The unwittingly self-condemning title is in keeping with Spinal Tap's ongoing satire, offering the unvoiced but unavoidable subtext underlying the current rash of band reformations.
So too the strategy of offering warmed-up retreads of former glories, seasoned with a handful of new songs - although the re-recorded Tap classics are freshened up to tickle the funny-bone in a variety of preposterous new ways. "Sex Farm", for instance, becomes the even more excruciating jazz-funk number "(Funky) Sex Farm", while "(Listen to the) Flower People" has been rendered as the kind of white reggae that teeters precariously on the verge of racial insult: certainly, as a caucasian of some years' standing, I feel utterly insulted.

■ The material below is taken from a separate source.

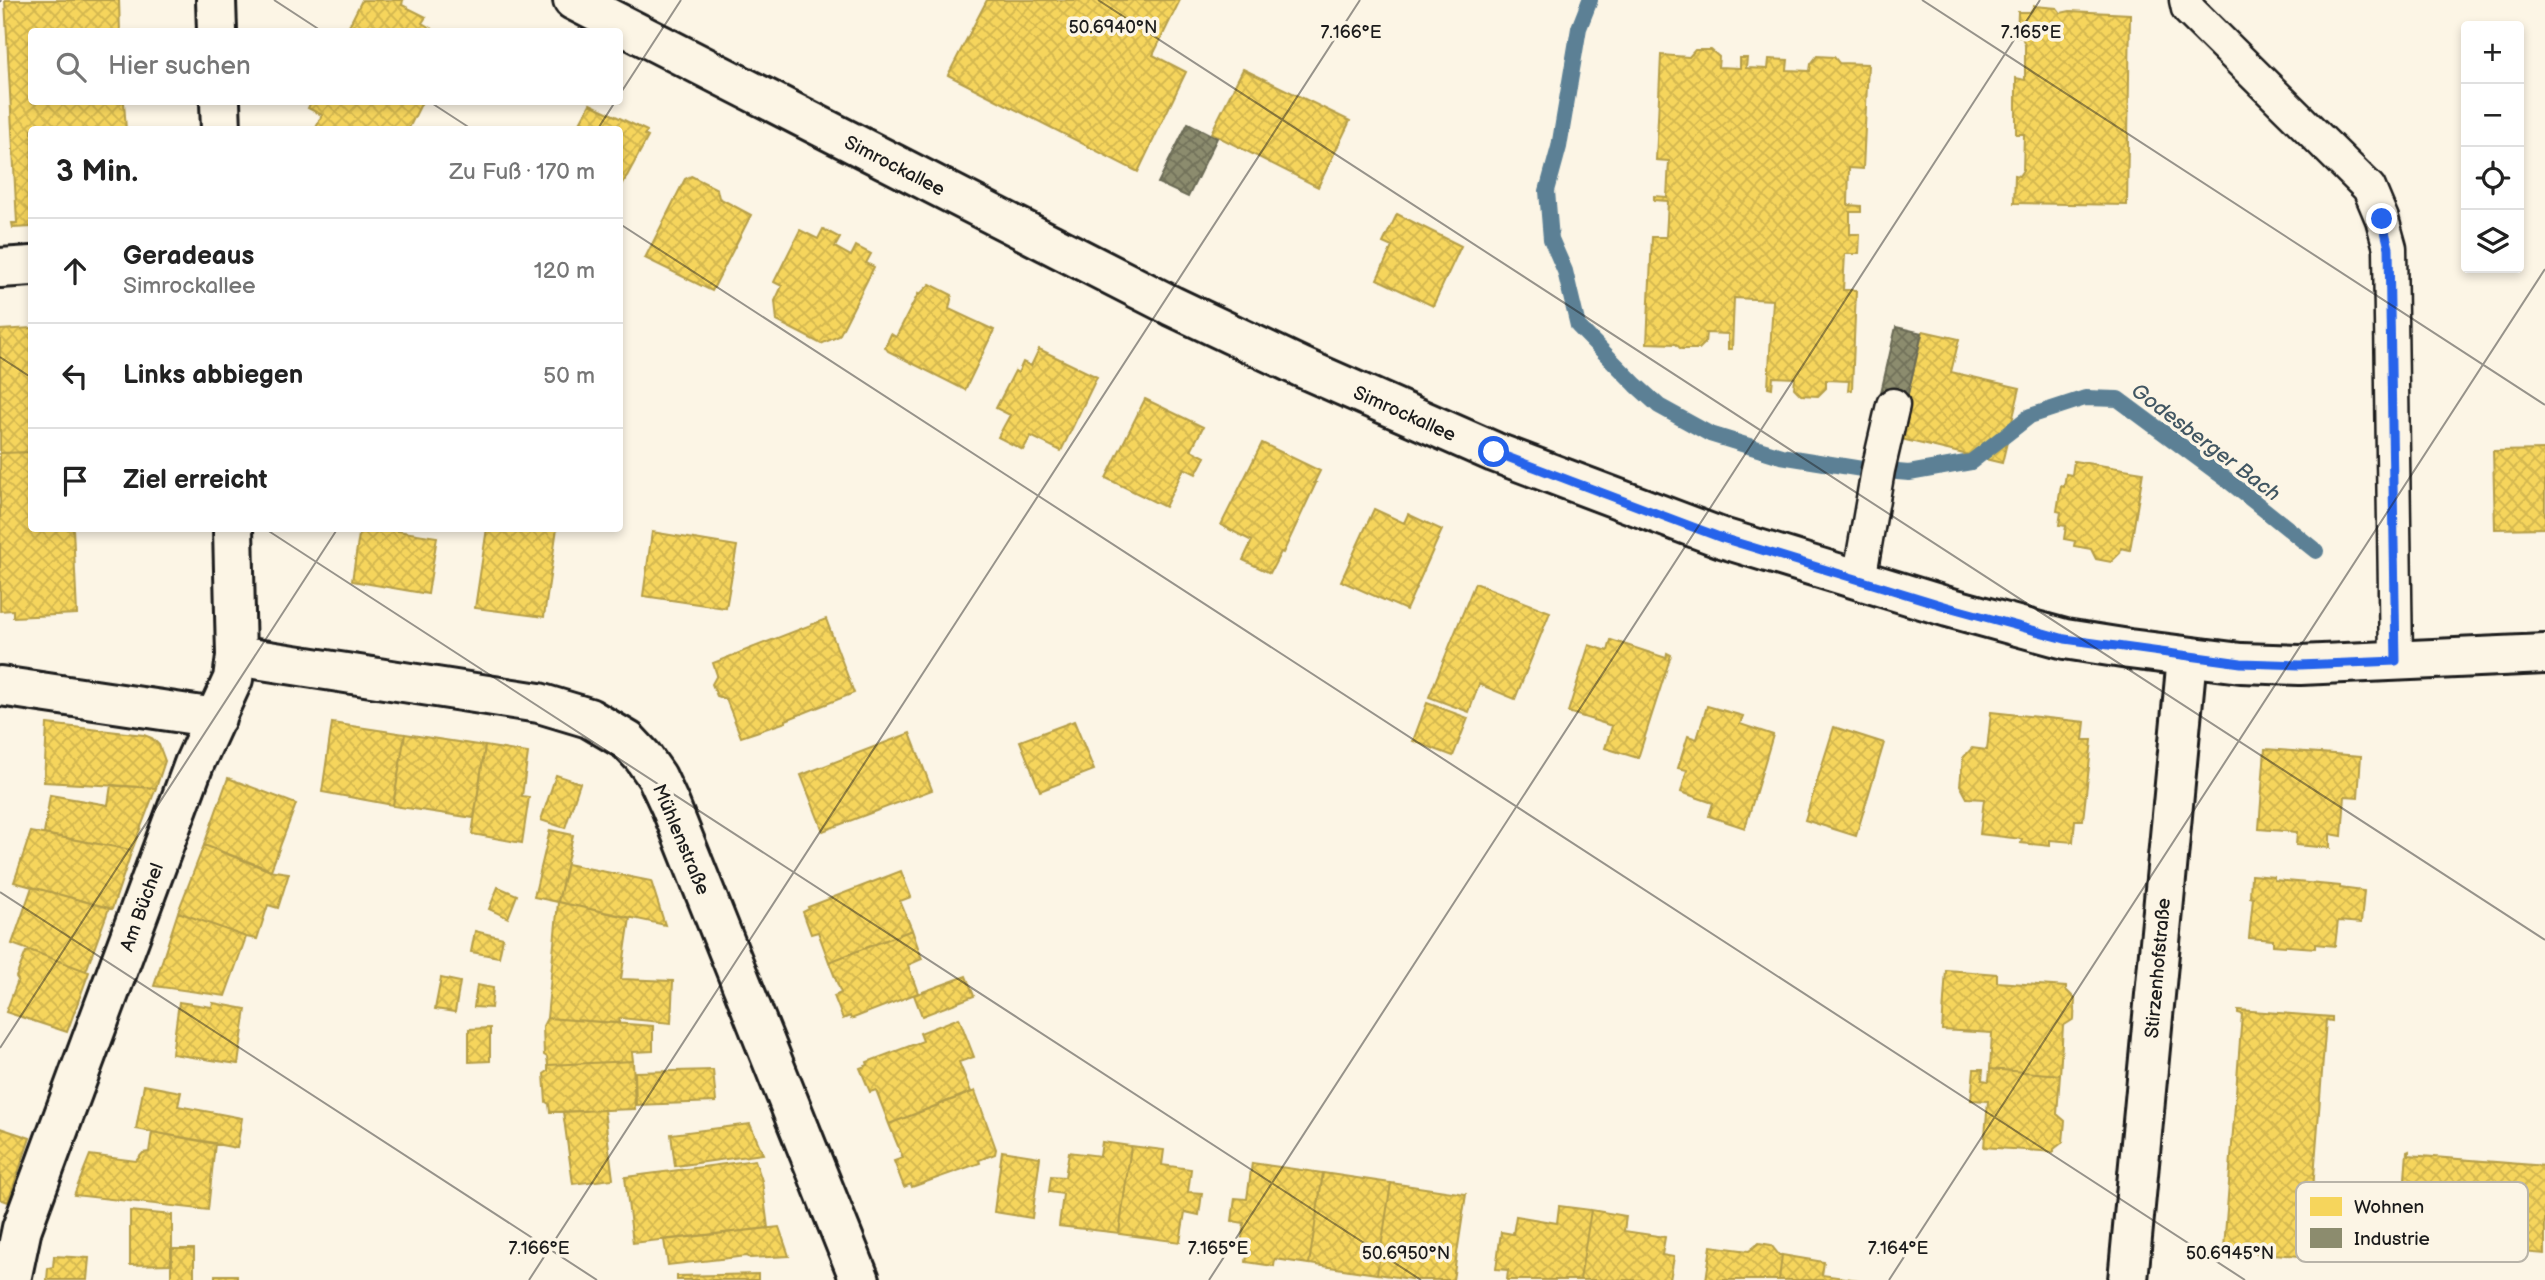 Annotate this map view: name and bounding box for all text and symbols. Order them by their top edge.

And it has to be admitted that the three excerpts of "Jazz Oddyssey" [sic] more than fulfil the depths of one's expectations for Derek Smalls's sadly deathless moment in the sun. Of the new material, "Warmer Than Hell" (opening line: "The devil went to Devon") depicts Satan at the seaside, while the ironically-titled "Short And Sweet" is expanded into the album's longest track. But it's the acappella "Celtic Blues" that furnishes the album's best line: "I loved me a lass whose hair was long, and brown as the finest stew". Sheer poetry!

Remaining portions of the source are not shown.